§ EXERCISE PROMPT: Among the lines below, return each one that contains the word "center".

◇ ◇ ◇

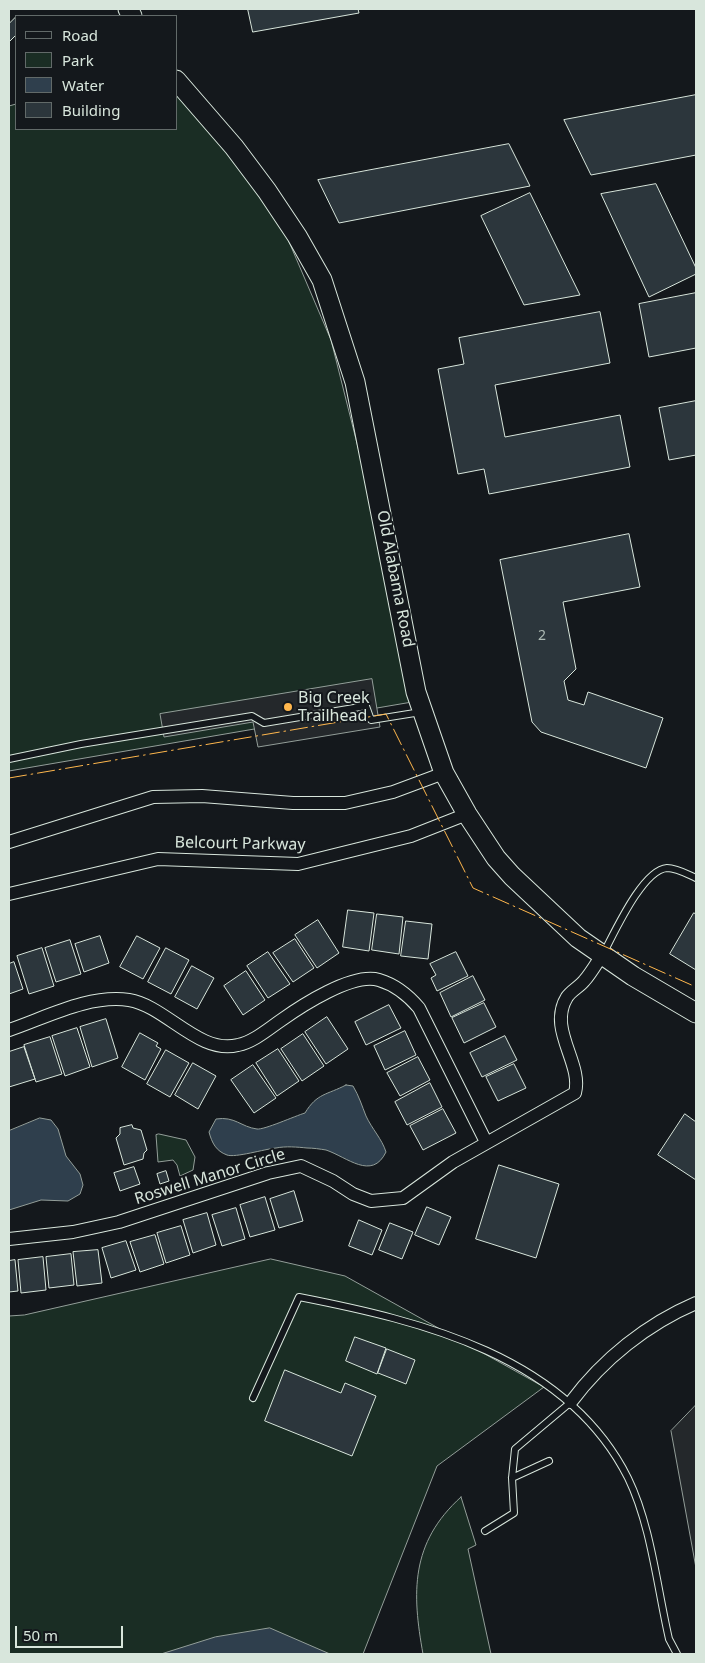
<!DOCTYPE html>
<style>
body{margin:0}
#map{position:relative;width:705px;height:1663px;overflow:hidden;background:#14181c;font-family:"Noto Sans",sans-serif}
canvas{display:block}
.frame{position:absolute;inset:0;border:10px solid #d8e6dc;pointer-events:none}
.legend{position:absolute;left:15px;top:15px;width:162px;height:115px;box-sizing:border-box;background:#14181c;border:1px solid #626a69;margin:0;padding:6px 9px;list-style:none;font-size:15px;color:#d8e6dc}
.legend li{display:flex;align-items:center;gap:10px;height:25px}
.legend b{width:25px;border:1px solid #626a69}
.scale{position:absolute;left:15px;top:1626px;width:108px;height:22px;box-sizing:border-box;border:2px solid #d8e6dc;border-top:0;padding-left:6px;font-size:15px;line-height:18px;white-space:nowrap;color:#d8e6dc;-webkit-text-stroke:4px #14181c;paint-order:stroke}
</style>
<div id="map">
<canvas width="705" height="1663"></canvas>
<div class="frame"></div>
<ul class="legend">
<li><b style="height:6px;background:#14181c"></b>Road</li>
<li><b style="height:14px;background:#1a2d24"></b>Park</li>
<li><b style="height:14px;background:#2f3f4d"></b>Water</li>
<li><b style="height:14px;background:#2c363c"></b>Building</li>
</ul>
<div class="scale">50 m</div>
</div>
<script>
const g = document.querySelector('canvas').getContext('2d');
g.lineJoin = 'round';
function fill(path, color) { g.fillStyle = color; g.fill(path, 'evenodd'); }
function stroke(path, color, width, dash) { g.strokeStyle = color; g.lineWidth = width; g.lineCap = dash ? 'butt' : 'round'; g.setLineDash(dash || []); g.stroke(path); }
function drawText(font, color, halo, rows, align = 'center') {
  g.font = font + ' "Noto Sans",sans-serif'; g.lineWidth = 4; g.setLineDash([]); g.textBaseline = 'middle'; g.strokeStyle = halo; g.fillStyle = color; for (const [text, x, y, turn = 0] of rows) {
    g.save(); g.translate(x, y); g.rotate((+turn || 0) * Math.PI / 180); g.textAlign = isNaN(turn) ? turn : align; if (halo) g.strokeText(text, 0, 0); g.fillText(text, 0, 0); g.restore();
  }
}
const green = new Path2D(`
 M176,90L278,216L331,340L372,503L412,702L9,771V106L16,104V129H176Z
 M159,1134L186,1140L195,1157L193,1170L180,1176L177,1165L173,1160L158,1162L156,1135Z
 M271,1259L345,1276L544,1387L437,1466L363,1654H9V1316L24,1315Z
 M461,1497L476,1545L468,1549L491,1654H423C412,1593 410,1543 461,1497Z`);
fill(green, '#1a2d24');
stroke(green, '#939e99', 1);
const parking = new Path2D(`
 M372,679L380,727L258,747L253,722L164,737L160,714Z
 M696,1405V1568L671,1431Z`);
fill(parking, '#24282b');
stroke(parking, '#939e99', 1);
const water = new Path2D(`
 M346,1085L353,1086C359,1096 362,1106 366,1116C372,1129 382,1139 386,1152C372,1181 347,1157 326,1150C320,1149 313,1148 307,1148C297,1147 286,1146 276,1148C265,1149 235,1158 227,1155C216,1151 212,1143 209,1132L216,1119C235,1116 241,1127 257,1129C264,1130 295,1116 305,1113C317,1093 327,1095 346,1085Z
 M40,1118L51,1120L58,1129L66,1156L80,1174L83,1185L80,1194L68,1201L41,1200L9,1210V1131Z
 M270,1628L330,1654H161L215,1637Z`);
fill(water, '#2f3f4d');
stroke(water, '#939e99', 1);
const building = new Path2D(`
 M248,9H358L359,13L253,32Z
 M16,17V35L9,42V24Z
 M696,95V155L591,175L564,120Z
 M509,144L530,186L339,223L318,180Z
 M656,184L696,268V274L649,297L601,194Z
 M530,193L580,295L524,305L481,216Z
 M696,293V348L649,357L639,304Z
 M600,312L610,363L495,385L505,437L620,415L630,467L489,494L484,469L458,474L438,369L464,364L459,338Z
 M696,401V455L669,460L659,408Z
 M629,534L640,587L563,602L576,669L564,681L568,700L584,705L588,692L663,718L646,768L541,732L532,722L500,560Z
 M348,910L374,913L369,951L343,947Z
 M694,913L696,914V970L670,954Z
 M377,914L403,917L399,954L372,950Z
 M318,920L339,953L317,968L295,935Z
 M406,921L432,924L428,959L401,956Z
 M100,936L109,963L84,972L75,944Z
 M137,936L160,948L143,979L120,967Z
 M295,939L314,968L293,982L273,953Z
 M70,940L81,974L56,982L45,948Z
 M42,948L54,986L29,994L17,956Z
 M166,948L189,960L171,994L148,982Z
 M268,952L290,984L268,998L247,966Z
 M456,952L468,976L437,991L431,978L436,975L430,964Z
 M14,962L23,989L9,994V964Z
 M192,966L214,978L197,1009L175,997Z
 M246,971L265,1000L243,1015L224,986Z
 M473,976L485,1000L451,1017L440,993Z
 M484,1003L496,1027L464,1043L452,1018Z
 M389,1005L401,1028L366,1045L355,1022Z
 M327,1017L348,1049L326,1064L305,1032Z
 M106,1019L118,1058L92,1067L80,1027Z
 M77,1028L90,1067L65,1076L52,1036Z
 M405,1031L416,1055L385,1070L374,1046Z
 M140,1033L158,1043L156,1046L161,1049L145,1080L122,1067Z
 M303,1034L324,1066L302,1081L281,1049Z
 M505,1036L517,1060L482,1077L470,1053Z
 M50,1037L62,1074L36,1082L24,1045Z
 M24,1047L35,1079L9,1087V1052Z
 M278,1049L299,1081L277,1096L256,1063Z
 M166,1050L189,1063L170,1097L147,1084Z
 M418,1057L430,1080L400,1096L387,1073Z
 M193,1063L216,1076L198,1109L175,1095Z
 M514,1064L526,1088L498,1101L486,1077Z
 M253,1065L276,1098L254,1113L231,1080Z
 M430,1083L442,1107L407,1125L395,1102Z
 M443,1109L456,1133L423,1150L410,1126Z
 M685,1114L696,1122V1180L658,1155Z
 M132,1125L133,1128L141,1130L147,1150L144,1153L143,1159L124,1165L116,1138L120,1134V1128Z
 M499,1165L559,1184L536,1258L476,1239Z
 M134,1167L140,1184L120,1191L114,1173Z
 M166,1171L169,1181L160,1184L157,1174Z
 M294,1191L303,1221L279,1228L270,1199Z
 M265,1197L275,1230L250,1237L240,1205Z
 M427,1207L451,1217L439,1245L415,1235Z
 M236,1208L245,1239L222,1246L212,1215Z
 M207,1213L216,1245L193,1253L183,1220Z
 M359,1220L382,1230L372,1255L349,1246Z
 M390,1223L413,1232L402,1259L379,1250Z
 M181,1226L190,1255L166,1263L157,1233Z
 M155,1235L164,1264L140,1272L130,1242Z
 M126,1241L136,1270L111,1278L102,1248Z
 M98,1250L102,1283L77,1286L73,1252Z
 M71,1254L74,1285L49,1288L46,1257Z
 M43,1257L46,1290L21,1293L18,1260Z
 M15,1260L18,1291L9,1292V1261Z
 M355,1337L386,1348L377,1374L346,1361Z
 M387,1349L415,1360L406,1384L378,1373Z
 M285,1370L341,1393L345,1383L376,1396L352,1456L265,1421Z`);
fill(building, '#2c363c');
stroke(building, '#d8e6dc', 1);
const lane = new Path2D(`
 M9,759L81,744L252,716L264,723L366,706L371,720L421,712
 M603,954C614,934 642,870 667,868C677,868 687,874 696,878
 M253,1398L299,1297C422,1321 567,1356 628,1478C651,1525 657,1587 669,1639L677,1654
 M512,1478L549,1461
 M485,1531L514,1513L512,1478L515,1449L571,1402`);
const street = new Path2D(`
 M9,842L153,797L202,796L293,803H345L393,792L444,773
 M9,894L158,859L298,864L411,836L467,814
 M9,1030C45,1018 89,994 129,1000C166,1006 199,1055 238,1045C253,1042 267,1030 280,1021C301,1006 353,972 379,980C396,985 408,995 419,1008L486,1142
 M9,1239L73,1232L119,1222L268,1173L301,1166L333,1181L353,1194L371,1201L403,1198L453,1162L575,1093C583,1063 547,1029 567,997C571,991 579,987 584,981C591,973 596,964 602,955
 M571,1402C603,1359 647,1324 696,1303`);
const secondary = new Path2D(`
 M128,9L132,16
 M176,80L234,147L267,191L297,236L322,280L355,382L416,692L444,773L467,814L496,858L512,876L578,938L633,976L696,1013`);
stroke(lane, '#d8e6dc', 8);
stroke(street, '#d8e6dc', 14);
stroke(secondary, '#d8e6dc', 21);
stroke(lane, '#14181c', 6);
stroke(street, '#14181c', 12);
stroke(secondary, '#14181c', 19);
stroke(new Path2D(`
 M9,778L386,714L473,888L696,987`), '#ffb74d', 1, [18, 4, 2.5, 4]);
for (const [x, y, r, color] of [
 [288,707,5,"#ffb74d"]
]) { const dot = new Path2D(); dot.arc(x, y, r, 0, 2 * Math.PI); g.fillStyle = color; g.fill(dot); stroke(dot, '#14181c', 2); }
drawText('14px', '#adbab4', null, [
 ["2",542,636]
]);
drawText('16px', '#d8e6dc', '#14181c', [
 ["Old Alabama Road",395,579,79],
 ["Belcourt Parkway",240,844,1],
 ["Roswell Manor Circle",210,1177,-17]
]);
drawText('16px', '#d8e6dc', '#14181c', [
 ["Big Creek",298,698],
 ["Trailhead",298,716]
], 'left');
</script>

◇ ◇ ◇

§ EXERCISE RESPONSE:
.legend li{display:flex;align-items:center;gap:10px;height:25px}
function drawText(font, color, halo, rows, align = 'center') {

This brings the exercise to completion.